*Required action*. Your answer must be the lines from the top of the listing below through the line that holds "solid #fff;border-radius:50%;box-shadow:0 2px", retyped exactly, with no pictures.

******

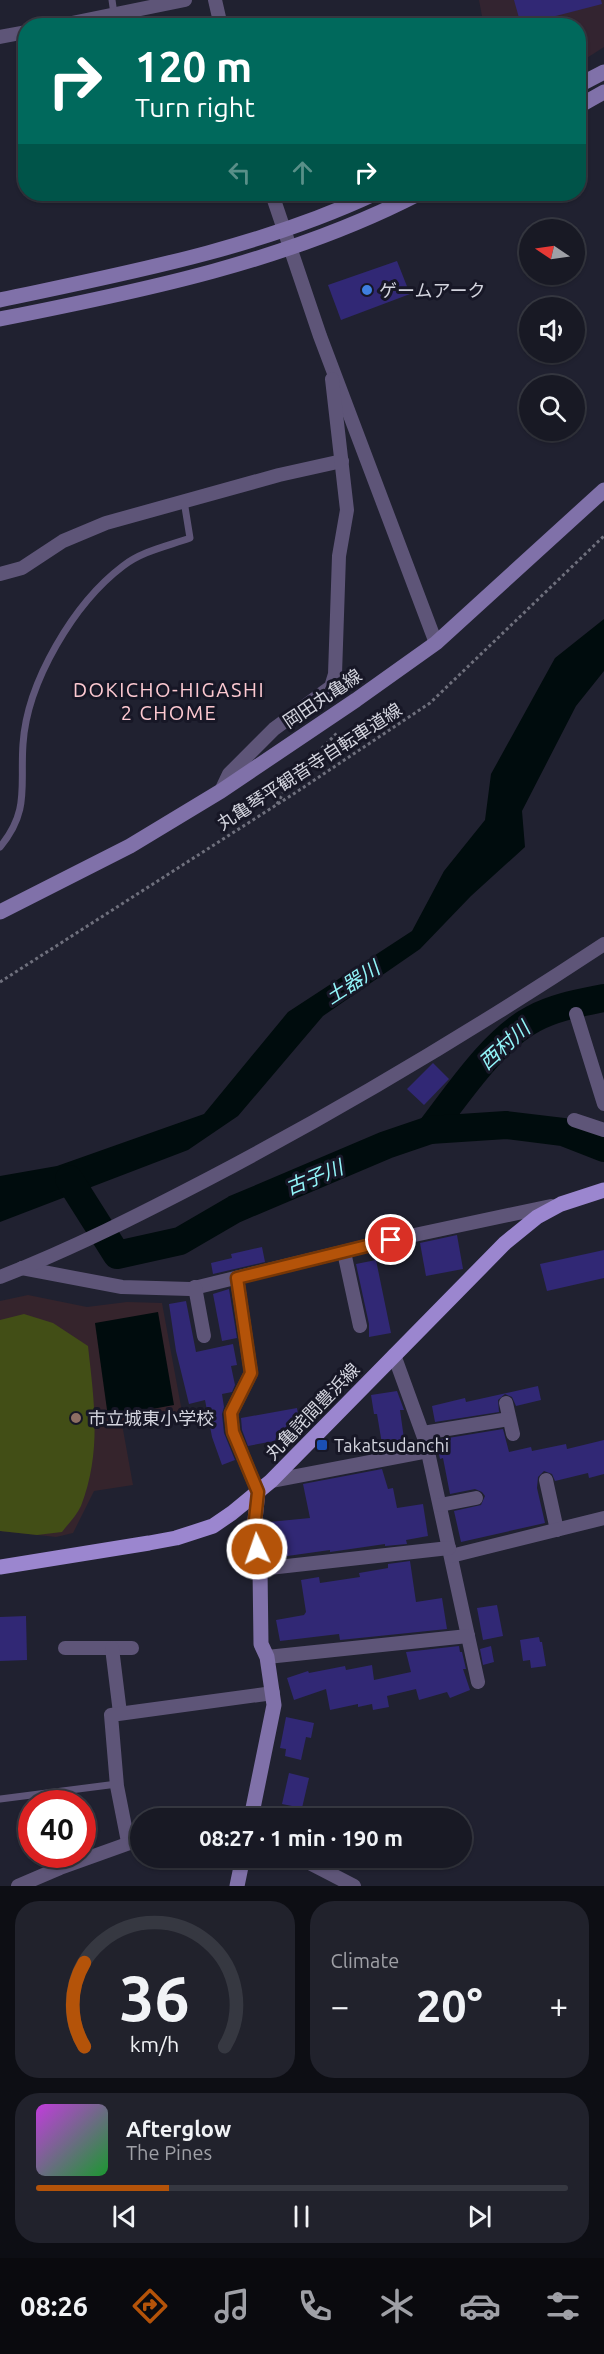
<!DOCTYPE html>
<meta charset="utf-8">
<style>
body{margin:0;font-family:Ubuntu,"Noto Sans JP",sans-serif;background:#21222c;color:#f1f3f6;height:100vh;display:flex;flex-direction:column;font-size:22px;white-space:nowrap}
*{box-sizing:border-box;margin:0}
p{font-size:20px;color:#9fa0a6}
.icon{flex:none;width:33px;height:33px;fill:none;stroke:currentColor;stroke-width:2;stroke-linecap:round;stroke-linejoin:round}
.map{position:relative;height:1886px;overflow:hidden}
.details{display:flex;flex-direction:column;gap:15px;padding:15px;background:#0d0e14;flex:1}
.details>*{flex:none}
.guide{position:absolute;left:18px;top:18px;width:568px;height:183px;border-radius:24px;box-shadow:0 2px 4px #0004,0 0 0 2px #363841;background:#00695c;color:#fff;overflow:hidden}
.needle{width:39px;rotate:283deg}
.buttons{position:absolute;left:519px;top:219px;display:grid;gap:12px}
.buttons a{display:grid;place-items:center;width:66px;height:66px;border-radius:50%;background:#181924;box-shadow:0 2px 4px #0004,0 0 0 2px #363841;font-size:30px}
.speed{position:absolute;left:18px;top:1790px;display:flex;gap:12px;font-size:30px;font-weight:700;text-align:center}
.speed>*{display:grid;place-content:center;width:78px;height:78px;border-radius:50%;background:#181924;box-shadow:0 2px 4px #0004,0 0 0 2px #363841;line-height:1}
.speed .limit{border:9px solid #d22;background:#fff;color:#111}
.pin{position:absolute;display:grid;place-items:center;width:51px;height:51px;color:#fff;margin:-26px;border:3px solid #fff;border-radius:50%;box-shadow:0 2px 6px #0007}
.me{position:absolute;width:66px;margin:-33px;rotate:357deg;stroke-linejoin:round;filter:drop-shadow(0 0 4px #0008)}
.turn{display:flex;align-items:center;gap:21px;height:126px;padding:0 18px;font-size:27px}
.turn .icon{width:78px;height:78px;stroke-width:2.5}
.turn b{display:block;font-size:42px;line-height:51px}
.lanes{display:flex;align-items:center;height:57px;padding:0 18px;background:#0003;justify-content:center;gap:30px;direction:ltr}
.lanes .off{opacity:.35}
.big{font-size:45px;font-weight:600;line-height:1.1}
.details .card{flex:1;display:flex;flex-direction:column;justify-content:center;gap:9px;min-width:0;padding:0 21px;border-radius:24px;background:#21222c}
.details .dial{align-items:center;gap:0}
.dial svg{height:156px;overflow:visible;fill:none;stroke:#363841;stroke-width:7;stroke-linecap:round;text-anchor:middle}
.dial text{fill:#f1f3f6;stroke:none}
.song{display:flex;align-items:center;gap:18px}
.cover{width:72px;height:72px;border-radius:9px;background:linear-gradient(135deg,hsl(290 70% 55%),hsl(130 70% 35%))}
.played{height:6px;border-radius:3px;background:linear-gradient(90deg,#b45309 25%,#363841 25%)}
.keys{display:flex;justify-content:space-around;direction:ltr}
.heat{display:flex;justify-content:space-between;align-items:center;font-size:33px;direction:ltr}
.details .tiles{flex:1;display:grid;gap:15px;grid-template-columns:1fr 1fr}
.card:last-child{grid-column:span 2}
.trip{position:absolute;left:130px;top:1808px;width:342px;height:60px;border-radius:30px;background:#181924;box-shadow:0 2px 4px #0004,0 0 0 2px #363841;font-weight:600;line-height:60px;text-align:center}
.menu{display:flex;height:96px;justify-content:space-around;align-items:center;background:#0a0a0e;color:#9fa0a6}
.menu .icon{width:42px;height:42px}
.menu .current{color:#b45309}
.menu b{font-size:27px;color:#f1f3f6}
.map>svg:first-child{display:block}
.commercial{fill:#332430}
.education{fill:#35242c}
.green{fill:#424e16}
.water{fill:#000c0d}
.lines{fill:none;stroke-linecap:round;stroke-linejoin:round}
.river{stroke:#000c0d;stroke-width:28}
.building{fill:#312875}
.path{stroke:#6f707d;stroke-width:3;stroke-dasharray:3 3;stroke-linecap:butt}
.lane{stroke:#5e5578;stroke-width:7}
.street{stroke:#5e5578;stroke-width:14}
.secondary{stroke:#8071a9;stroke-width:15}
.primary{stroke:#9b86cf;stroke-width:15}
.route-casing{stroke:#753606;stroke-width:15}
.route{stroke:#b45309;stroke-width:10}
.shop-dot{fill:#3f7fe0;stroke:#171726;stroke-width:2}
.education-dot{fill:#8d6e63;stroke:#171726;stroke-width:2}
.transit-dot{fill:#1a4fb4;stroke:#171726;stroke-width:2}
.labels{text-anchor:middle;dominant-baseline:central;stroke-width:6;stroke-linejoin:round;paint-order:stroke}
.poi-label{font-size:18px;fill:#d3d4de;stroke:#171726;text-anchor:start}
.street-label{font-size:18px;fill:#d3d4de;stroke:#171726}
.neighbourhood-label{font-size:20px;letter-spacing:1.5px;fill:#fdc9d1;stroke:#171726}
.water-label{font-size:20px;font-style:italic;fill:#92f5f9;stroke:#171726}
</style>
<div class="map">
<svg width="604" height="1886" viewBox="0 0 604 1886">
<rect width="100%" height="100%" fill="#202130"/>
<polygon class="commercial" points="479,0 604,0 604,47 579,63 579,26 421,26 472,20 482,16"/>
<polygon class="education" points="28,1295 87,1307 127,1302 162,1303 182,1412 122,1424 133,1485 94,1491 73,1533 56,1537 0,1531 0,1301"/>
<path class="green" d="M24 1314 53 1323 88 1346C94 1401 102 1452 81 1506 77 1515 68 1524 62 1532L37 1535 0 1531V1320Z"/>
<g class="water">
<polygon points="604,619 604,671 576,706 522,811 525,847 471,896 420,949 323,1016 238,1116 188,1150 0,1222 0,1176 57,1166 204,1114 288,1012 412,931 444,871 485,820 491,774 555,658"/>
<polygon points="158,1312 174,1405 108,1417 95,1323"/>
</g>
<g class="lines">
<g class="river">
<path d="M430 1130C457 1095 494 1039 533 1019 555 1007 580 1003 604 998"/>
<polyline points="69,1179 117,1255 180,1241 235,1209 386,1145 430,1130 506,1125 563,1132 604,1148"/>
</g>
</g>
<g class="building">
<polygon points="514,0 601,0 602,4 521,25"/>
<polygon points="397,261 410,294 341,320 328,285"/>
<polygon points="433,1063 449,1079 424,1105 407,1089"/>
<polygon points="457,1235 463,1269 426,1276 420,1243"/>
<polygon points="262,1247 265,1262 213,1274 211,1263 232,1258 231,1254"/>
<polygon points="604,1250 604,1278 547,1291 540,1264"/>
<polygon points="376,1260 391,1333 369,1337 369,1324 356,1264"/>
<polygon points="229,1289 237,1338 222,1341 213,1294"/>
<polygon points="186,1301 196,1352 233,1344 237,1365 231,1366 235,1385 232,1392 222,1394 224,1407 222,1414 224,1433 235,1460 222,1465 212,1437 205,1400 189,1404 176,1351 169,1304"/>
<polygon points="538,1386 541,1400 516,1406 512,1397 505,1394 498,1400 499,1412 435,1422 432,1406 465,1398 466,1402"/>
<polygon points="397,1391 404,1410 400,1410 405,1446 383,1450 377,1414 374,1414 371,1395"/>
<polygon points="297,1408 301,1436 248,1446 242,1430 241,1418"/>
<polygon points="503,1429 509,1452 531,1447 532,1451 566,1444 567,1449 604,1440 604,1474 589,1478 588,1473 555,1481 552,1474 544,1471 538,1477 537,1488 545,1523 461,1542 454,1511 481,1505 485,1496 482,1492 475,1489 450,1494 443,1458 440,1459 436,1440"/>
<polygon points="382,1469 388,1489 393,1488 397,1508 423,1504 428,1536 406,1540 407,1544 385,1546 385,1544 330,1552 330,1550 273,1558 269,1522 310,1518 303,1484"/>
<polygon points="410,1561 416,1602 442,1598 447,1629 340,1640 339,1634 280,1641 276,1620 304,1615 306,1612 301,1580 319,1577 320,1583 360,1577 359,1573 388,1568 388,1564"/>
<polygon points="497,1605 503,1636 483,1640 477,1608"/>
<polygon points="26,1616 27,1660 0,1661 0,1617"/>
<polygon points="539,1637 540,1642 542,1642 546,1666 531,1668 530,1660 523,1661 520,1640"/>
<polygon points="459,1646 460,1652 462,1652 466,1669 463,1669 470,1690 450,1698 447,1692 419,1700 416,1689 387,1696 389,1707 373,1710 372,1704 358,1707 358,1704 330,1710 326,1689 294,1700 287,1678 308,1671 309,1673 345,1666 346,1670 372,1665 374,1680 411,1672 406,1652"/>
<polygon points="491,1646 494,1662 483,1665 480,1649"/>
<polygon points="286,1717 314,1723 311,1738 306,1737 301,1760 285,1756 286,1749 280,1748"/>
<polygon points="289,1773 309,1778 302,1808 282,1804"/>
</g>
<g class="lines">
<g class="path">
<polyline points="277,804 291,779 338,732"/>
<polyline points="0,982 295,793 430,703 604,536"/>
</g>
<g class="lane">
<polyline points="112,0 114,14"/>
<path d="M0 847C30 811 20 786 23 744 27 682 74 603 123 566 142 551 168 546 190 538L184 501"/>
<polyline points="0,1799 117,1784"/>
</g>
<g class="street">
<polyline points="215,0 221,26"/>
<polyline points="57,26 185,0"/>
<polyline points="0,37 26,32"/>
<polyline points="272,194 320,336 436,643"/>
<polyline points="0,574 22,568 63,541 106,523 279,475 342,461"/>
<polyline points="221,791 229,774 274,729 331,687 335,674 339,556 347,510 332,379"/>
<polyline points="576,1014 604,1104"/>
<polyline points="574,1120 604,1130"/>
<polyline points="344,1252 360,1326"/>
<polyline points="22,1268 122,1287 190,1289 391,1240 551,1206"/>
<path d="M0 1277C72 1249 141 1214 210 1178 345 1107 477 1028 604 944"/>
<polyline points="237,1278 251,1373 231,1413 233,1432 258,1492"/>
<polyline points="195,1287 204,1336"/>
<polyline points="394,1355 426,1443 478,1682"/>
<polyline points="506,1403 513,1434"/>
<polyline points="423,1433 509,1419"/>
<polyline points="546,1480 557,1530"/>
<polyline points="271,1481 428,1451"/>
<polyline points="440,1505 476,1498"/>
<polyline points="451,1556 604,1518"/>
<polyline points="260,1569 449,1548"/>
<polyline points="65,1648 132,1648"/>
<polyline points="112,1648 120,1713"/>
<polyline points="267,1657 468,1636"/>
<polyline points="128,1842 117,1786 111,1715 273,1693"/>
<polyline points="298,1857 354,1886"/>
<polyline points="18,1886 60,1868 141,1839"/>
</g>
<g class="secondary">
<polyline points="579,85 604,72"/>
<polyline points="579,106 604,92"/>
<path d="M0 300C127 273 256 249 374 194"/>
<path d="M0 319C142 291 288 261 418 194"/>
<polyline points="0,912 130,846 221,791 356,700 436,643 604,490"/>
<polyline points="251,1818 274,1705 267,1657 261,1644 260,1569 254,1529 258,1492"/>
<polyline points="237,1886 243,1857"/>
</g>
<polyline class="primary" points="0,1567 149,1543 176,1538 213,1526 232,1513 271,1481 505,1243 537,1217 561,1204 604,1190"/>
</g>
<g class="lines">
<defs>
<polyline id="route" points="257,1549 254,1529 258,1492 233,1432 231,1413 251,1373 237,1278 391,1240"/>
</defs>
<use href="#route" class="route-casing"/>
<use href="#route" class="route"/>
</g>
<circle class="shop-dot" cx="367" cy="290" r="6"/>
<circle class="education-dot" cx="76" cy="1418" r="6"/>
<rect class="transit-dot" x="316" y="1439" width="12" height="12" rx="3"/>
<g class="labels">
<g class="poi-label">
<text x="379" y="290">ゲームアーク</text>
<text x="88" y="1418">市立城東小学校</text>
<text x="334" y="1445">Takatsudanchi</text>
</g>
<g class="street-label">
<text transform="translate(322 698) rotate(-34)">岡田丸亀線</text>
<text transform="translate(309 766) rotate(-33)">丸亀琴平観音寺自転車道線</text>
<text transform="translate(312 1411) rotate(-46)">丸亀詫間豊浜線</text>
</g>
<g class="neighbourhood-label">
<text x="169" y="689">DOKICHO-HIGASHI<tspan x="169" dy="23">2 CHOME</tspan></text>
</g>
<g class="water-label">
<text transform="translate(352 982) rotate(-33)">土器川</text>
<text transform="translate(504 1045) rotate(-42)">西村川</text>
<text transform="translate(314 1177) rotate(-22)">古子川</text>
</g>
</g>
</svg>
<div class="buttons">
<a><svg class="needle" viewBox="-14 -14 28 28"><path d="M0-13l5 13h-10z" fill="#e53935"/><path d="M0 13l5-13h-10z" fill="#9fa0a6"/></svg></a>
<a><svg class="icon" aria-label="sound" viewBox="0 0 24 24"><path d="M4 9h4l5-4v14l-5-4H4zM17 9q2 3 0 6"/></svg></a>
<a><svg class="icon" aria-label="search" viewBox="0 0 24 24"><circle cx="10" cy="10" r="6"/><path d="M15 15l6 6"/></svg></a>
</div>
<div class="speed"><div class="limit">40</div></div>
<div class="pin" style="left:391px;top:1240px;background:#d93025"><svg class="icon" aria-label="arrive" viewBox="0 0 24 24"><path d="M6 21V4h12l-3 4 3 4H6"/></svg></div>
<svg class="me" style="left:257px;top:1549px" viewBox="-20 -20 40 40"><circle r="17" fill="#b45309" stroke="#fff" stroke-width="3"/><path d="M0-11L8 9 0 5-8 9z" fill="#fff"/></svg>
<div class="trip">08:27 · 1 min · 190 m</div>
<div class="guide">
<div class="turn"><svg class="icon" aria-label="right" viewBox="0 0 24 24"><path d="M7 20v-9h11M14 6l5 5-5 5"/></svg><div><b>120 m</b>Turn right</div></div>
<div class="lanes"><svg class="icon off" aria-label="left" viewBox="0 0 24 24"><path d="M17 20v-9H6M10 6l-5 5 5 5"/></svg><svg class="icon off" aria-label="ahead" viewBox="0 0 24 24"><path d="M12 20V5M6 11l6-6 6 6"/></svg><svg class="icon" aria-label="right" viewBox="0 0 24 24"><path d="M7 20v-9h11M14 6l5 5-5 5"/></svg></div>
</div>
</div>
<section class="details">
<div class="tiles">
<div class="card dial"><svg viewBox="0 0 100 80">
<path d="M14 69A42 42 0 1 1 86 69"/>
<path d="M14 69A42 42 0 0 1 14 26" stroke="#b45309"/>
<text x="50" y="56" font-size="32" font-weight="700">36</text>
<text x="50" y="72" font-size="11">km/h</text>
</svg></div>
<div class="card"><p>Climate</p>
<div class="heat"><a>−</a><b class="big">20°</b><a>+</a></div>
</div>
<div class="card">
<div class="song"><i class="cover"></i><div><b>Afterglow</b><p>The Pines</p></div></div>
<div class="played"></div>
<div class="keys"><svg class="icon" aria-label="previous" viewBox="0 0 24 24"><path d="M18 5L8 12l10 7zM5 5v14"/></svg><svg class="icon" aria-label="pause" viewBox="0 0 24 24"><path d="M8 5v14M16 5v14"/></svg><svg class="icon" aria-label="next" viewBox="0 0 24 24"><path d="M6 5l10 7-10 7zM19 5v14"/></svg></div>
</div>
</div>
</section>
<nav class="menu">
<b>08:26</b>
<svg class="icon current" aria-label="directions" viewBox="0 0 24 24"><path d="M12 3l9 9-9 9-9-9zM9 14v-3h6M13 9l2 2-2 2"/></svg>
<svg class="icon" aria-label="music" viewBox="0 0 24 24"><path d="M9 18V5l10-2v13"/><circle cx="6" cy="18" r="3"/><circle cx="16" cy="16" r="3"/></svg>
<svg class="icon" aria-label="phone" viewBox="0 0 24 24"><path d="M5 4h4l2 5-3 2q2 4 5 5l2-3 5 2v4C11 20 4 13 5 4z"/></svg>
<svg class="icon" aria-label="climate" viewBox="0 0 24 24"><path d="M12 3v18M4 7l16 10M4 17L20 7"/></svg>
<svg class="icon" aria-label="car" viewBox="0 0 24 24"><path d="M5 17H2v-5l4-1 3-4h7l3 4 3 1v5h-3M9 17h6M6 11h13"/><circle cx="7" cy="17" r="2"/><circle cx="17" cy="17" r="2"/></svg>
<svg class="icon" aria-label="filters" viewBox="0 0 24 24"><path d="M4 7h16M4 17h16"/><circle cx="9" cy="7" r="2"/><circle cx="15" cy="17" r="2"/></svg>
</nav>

******

*Answer box*.
<!DOCTYPE html>
<meta charset="utf-8">
<style>
body{margin:0;font-family:Ubuntu,"Noto Sans JP",sans-serif;background:#21222c;color:#f1f3f6;height:100vh;display:flex;flex-direction:column;font-size:22px;white-space:nowrap}
*{box-sizing:border-box;margin:0}
p{font-size:20px;color:#9fa0a6}
.icon{flex:none;width:33px;height:33px;fill:none;stroke:currentColor;stroke-width:2;stroke-linecap:round;stroke-linejoin:round}
.map{position:relative;height:1886px;overflow:hidden}
.details{display:flex;flex-direction:column;gap:15px;padding:15px;background:#0d0e14;flex:1}
.details>*{flex:none}
.guide{position:absolute;left:18px;top:18px;width:568px;height:183px;border-radius:24px;box-shadow:0 2px 4px #0004,0 0 0 2px #363841;background:#00695c;color:#fff;overflow:hidden}
.needle{width:39px;rotate:283deg}
.buttons{position:absolute;left:519px;top:219px;display:grid;gap:12px}
.buttons a{display:grid;place-items:center;width:66px;height:66px;border-radius:50%;background:#181924;box-shadow:0 2px 4px #0004,0 0 0 2px #363841;font-size:30px}
.speed{position:absolute;left:18px;top:1790px;display:flex;gap:12px;font-size:30px;font-weight:700;text-align:center}
.speed>*{display:grid;place-content:center;width:78px;height:78px;border-radius:50%;background:#181924;box-shadow:0 2px 4px #0004,0 0 0 2px #363841;line-height:1}
.speed .limit{border:9px solid #d22;background:#fff;color:#111}
.pin{position:absolute;display:grid;place-items:center;width:51px;height:51px;color:#fff;margin:-26px;border:3px solid #fff;border-radius:50%;box-shadow:0 2px 6px #0007}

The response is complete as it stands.